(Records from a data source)
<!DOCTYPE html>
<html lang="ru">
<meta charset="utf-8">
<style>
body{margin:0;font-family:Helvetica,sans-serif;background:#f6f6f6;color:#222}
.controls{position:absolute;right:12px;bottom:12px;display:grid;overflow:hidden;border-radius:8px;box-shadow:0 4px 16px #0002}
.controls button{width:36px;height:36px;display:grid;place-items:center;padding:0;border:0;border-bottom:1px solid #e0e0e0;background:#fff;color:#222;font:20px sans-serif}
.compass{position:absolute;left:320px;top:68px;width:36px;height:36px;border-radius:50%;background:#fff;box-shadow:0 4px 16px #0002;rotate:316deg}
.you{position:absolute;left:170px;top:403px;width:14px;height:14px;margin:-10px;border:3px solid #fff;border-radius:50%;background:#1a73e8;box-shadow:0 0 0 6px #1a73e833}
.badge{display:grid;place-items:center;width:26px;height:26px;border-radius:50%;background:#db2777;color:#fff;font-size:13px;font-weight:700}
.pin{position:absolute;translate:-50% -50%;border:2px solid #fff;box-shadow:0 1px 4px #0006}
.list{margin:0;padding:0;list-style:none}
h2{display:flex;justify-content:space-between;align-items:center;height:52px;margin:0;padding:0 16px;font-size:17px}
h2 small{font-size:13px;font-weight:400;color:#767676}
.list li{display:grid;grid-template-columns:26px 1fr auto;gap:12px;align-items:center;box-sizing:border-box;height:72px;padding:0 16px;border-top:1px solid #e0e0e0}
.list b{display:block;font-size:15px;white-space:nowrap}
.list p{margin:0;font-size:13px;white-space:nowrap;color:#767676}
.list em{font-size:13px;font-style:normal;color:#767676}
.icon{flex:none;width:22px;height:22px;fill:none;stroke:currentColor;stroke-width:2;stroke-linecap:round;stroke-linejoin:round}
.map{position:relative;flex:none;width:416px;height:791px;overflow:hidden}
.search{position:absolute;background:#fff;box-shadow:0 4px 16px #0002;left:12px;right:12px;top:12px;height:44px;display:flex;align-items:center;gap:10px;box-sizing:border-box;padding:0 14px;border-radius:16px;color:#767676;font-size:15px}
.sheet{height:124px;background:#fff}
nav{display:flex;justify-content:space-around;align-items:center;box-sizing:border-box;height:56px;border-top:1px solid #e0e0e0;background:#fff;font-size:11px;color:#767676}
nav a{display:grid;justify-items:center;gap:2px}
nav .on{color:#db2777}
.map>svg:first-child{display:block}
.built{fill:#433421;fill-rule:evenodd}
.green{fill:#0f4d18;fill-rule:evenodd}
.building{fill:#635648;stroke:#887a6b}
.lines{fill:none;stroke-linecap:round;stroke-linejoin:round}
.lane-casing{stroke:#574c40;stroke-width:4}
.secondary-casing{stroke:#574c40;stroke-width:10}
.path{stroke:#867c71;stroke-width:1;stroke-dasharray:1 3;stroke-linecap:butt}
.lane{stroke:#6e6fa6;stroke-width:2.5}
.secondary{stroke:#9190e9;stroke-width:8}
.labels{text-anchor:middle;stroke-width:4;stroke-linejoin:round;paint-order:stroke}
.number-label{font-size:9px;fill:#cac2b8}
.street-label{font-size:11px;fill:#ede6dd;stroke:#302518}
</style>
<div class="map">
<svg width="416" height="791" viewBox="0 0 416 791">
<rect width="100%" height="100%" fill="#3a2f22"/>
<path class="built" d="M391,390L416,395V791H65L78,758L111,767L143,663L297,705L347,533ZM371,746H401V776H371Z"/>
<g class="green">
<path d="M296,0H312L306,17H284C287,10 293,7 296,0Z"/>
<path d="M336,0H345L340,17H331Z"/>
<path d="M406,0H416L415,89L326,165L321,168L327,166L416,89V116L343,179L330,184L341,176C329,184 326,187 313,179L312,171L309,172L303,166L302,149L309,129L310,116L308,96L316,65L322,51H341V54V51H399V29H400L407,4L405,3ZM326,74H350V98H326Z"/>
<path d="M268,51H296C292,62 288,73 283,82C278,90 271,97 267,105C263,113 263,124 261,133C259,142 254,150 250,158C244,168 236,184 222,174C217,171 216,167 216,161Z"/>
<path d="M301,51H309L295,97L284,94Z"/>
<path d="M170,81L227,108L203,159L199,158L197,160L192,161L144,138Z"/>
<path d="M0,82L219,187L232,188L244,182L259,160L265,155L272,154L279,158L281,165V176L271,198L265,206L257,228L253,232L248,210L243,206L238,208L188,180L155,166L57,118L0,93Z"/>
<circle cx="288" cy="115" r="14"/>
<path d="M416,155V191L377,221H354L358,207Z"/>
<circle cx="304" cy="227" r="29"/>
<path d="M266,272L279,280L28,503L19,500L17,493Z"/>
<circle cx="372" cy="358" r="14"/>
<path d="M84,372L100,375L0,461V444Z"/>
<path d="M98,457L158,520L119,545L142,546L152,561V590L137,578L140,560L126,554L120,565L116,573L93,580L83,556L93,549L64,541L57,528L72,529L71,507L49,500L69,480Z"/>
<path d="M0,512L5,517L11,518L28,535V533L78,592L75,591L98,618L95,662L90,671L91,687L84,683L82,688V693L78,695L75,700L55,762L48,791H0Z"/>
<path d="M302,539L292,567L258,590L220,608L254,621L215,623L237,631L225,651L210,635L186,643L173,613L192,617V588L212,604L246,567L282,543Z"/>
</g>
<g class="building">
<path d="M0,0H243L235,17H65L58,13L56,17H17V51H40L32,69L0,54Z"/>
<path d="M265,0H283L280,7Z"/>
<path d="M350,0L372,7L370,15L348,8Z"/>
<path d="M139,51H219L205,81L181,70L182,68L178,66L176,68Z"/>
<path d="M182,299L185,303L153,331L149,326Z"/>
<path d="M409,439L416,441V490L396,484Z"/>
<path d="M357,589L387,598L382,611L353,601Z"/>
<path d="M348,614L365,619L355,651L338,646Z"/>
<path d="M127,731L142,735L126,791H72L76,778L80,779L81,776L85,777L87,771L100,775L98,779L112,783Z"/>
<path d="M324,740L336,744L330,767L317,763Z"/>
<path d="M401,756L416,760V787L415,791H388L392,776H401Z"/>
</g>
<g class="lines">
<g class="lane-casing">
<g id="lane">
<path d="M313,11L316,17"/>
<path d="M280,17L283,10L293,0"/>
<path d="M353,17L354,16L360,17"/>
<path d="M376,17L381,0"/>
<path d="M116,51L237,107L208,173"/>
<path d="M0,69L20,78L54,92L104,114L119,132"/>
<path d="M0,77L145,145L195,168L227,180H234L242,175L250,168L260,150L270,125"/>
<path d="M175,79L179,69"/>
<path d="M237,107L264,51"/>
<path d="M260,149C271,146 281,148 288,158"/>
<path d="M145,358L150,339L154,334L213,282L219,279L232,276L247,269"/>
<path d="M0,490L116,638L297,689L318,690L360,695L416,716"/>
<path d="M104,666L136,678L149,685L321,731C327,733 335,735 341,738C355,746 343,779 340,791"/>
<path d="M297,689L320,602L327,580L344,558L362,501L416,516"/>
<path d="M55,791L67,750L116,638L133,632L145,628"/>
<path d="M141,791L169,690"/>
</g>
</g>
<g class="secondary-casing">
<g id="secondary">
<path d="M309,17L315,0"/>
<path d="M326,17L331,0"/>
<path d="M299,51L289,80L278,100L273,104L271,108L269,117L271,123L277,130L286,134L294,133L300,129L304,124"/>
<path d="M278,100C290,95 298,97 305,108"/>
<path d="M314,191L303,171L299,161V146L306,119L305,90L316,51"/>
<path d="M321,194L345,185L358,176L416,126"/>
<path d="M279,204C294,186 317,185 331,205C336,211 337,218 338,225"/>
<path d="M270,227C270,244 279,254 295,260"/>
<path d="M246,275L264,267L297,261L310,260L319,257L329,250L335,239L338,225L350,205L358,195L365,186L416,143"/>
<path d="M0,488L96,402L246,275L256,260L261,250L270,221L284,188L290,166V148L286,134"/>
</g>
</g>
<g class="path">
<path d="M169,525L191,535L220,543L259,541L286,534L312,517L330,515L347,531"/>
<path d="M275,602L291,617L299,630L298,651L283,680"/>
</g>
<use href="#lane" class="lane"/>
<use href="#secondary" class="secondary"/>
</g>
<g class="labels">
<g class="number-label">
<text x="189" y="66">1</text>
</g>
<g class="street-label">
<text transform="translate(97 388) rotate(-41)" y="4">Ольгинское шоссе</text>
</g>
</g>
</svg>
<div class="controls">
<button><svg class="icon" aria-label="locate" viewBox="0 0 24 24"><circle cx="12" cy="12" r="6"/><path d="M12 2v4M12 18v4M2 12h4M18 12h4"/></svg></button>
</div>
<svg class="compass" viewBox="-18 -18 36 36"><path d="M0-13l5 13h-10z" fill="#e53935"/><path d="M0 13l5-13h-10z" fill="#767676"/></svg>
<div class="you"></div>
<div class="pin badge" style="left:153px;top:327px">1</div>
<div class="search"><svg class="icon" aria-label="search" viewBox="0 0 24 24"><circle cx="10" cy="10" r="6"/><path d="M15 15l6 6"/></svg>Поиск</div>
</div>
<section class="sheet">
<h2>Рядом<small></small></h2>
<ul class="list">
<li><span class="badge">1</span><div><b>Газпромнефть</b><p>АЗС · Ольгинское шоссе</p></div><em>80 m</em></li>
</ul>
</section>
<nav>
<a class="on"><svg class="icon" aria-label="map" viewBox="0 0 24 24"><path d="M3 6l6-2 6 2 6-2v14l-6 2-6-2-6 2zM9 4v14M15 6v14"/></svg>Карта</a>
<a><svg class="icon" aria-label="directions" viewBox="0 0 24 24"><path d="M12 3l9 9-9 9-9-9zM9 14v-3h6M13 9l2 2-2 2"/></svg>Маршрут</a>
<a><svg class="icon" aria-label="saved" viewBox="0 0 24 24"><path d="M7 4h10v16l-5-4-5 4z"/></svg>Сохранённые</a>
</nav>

▶ **Exercise details**
Reproduce exactly every line between the line with "2v4M12 18v4M2 12h4M18" and the last line of the records above, both included.

▶ **Response for this exercise**
<button><svg class="icon" aria-label="locate" viewBox="0 0 24 24"><circle cx="12" cy="12" r="6"/><path d="M12 2v4M12 18v4M2 12h4M18 12h4"/></svg></button>
</div>
<svg class="compass" viewBox="-18 -18 36 36"><path d="M0-13l5 13h-10z" fill="#e53935"/><path d="M0 13l5-13h-10z" fill="#767676"/></svg>
<div class="you"></div>
<div class="pin badge" style="left:153px;top:327px">1</div>
<div class="search"><svg class="icon" aria-label="search" viewBox="0 0 24 24"><circle cx="10" cy="10" r="6"/><path d="M15 15l6 6"/></svg>Поиск</div>
</div>
<section class="sheet">
<h2>Рядом<small></small></h2>
<ul class="list">
<li><span class="badge">1</span><div><b>Газпромнефть</b><p>АЗС · Ольгинское шоссе</p></div><em>80 m</em></li>
</ul>
</section>
<nav>
<a class="on"><svg class="icon" aria-label="map" viewBox="0 0 24 24"><path d="M3 6l6-2 6 2 6-2v14l-6 2-6-2-6 2zM9 4v14M15 6v14"/></svg>Карта</a>
<a><svg class="icon" aria-label="directions" viewBox="0 0 24 24"><path d="M12 3l9 9-9 9-9-9zM9 14v-3h6M13 9l2 2-2 2"/></svg>Маршрут</a>
<a><svg class="icon" aria-label="saved" viewBox="0 0 24 24"><path d="M7 4h10v16l-5-4-5 4z"/></svg>Сохранённые</a>
</nav>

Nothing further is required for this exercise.